## Work instructions:
Copy each line from the data that has the word "South" in it.

=== Dataset extract ===

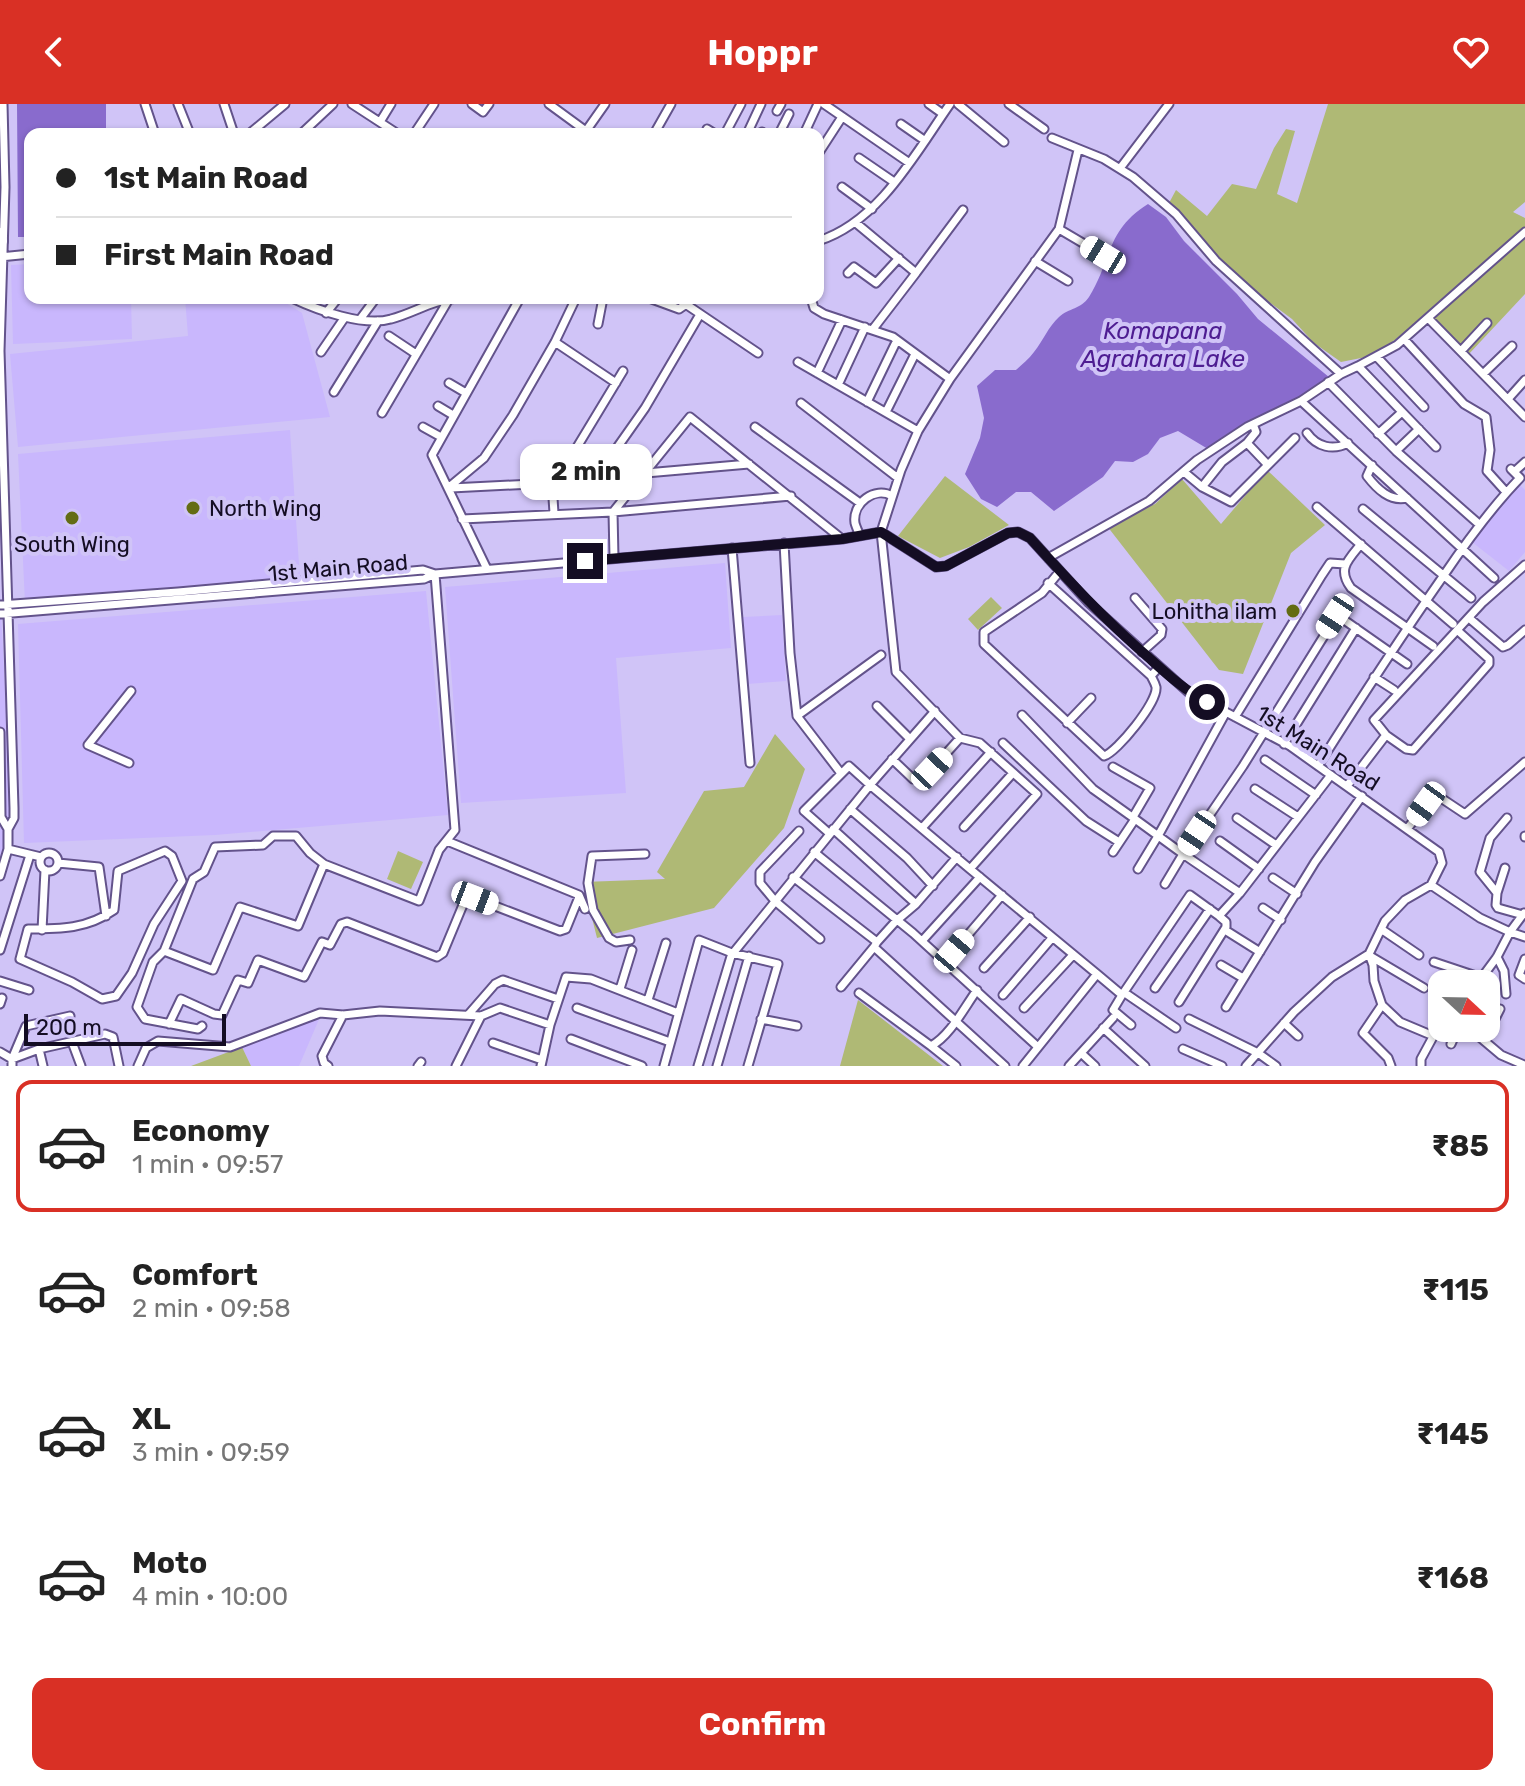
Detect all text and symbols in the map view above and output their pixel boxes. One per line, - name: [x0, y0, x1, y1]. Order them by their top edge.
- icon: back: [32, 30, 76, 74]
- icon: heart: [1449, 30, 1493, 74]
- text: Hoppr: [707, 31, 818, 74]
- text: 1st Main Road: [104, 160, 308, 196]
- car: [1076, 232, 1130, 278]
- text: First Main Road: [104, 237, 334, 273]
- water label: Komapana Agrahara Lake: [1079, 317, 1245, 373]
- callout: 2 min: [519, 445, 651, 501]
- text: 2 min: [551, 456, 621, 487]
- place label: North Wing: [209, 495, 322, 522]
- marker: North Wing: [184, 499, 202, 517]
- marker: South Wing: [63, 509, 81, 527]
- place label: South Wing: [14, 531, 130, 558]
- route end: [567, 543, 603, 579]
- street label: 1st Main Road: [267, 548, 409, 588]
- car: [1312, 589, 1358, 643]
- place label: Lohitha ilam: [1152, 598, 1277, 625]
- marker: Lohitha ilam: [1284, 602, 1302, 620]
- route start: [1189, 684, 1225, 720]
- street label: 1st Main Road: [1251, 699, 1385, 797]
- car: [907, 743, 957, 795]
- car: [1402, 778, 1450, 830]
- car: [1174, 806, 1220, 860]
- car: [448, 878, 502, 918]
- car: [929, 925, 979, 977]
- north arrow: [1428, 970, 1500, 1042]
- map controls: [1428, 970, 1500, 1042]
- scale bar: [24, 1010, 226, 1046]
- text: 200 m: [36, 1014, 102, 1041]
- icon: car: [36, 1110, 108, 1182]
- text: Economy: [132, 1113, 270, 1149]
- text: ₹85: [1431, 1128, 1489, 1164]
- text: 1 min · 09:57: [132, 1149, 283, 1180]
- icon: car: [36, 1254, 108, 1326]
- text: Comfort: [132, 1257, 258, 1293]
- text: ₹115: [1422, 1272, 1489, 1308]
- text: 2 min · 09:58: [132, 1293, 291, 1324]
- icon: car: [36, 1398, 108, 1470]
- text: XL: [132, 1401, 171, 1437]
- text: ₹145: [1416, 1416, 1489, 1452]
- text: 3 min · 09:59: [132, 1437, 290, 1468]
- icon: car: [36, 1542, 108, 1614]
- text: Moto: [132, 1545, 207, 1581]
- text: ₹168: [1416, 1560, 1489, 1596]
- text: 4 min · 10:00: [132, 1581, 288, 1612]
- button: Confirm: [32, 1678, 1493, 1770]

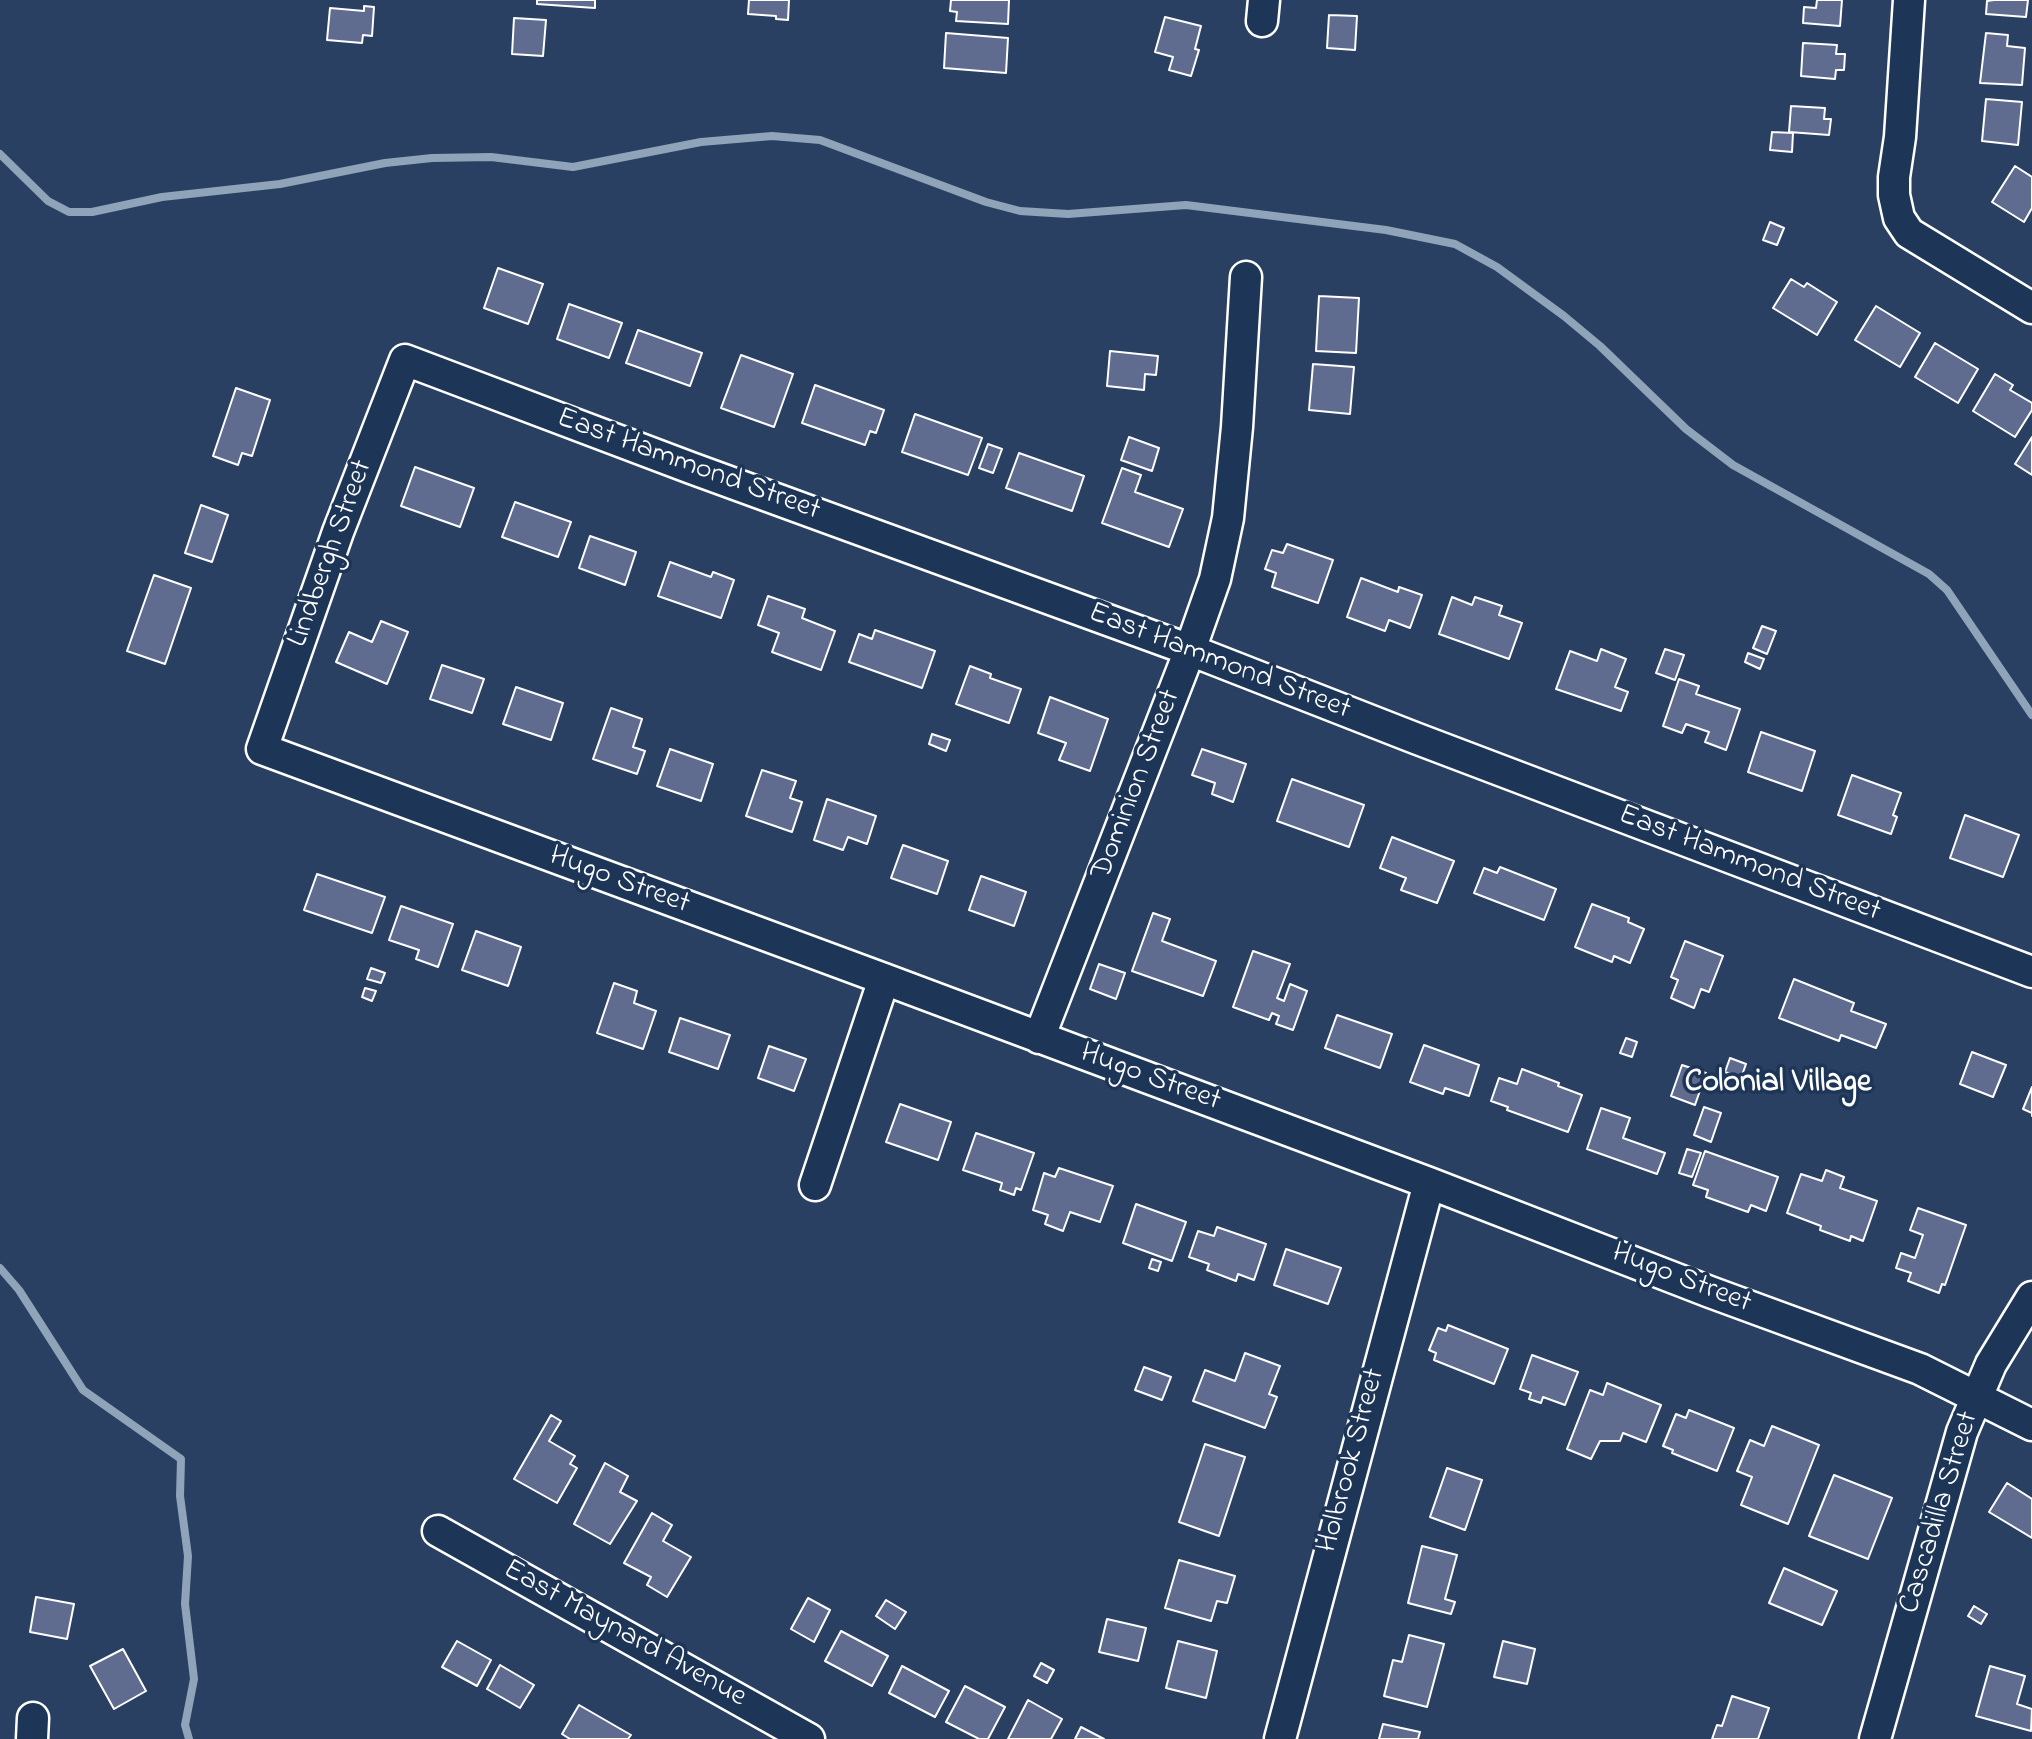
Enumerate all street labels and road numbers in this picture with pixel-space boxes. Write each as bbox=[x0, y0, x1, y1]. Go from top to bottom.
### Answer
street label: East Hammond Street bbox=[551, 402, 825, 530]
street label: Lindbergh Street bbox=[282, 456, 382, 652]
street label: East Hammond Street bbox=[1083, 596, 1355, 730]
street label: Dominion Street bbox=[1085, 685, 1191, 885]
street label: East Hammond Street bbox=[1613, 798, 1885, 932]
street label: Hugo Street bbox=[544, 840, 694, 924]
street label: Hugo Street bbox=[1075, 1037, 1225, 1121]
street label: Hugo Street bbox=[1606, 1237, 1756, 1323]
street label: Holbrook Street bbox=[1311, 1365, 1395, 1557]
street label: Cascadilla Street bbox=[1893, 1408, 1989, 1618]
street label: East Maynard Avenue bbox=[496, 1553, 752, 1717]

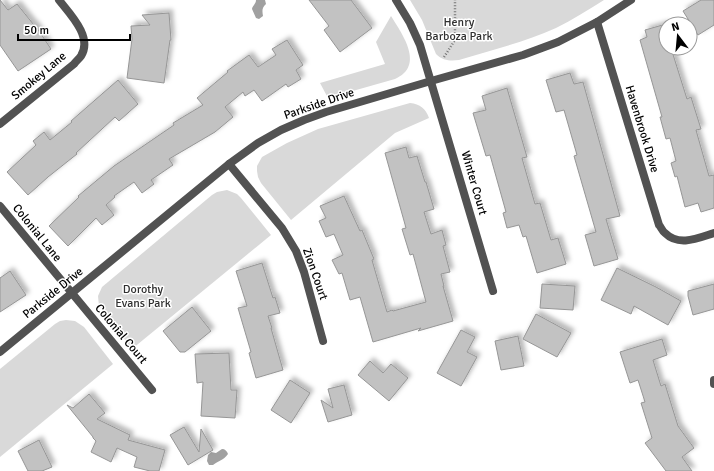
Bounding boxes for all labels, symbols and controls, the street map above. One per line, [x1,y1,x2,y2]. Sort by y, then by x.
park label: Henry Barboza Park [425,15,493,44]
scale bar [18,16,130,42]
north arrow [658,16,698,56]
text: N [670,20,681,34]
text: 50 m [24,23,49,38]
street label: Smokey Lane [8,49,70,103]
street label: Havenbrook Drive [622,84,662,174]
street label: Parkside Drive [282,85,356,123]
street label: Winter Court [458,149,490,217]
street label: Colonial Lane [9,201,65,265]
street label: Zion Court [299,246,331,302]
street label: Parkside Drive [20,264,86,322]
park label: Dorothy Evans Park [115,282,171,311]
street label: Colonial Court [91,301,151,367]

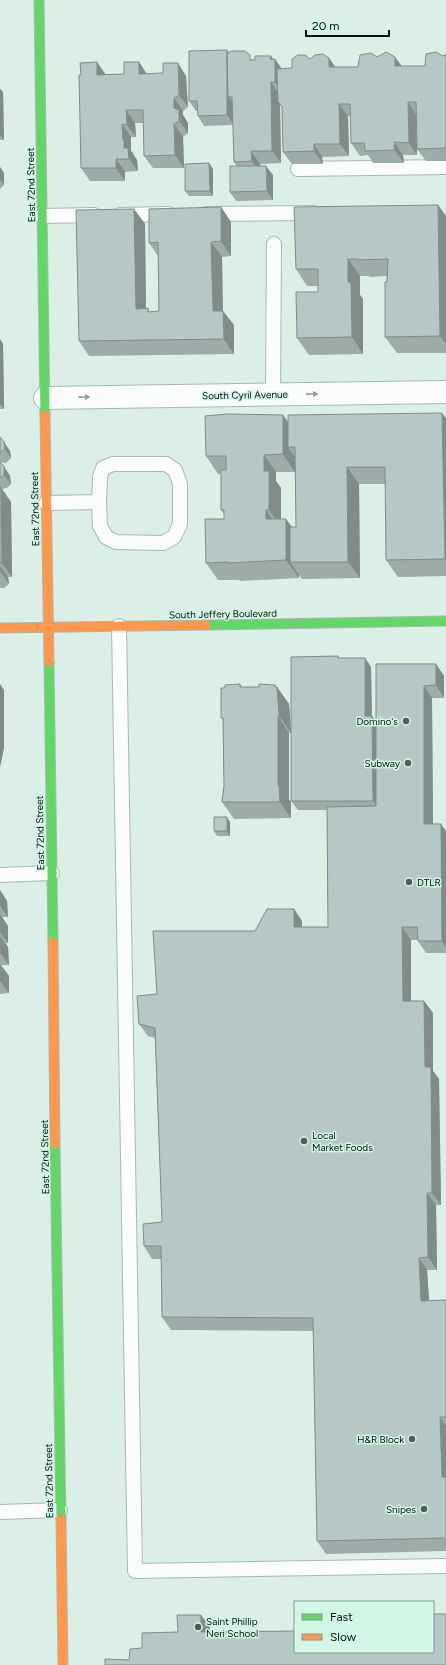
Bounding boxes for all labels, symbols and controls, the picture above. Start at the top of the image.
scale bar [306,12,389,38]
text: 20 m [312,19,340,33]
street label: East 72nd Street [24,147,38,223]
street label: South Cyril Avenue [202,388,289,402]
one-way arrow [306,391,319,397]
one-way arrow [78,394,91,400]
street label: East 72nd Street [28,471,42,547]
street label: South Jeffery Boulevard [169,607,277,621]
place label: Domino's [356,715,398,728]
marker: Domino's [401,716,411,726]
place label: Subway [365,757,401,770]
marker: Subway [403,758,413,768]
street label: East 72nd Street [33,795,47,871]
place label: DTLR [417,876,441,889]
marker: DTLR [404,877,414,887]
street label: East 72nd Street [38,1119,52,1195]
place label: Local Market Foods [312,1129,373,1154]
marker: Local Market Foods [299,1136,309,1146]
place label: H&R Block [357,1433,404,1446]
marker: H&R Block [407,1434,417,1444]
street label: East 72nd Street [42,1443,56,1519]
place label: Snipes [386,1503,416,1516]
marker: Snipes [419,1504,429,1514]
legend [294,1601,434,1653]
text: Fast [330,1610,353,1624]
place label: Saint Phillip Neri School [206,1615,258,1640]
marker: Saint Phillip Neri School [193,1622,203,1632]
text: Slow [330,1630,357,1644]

===

## Result:
- marker: South Wing: [63, 509, 81, 527]
- place label: South Wing: [14, 531, 130, 558]
street label: South Cyril Avenue [202,388,289,402]
street label: South Jeffery Boulevard [169,607,277,621]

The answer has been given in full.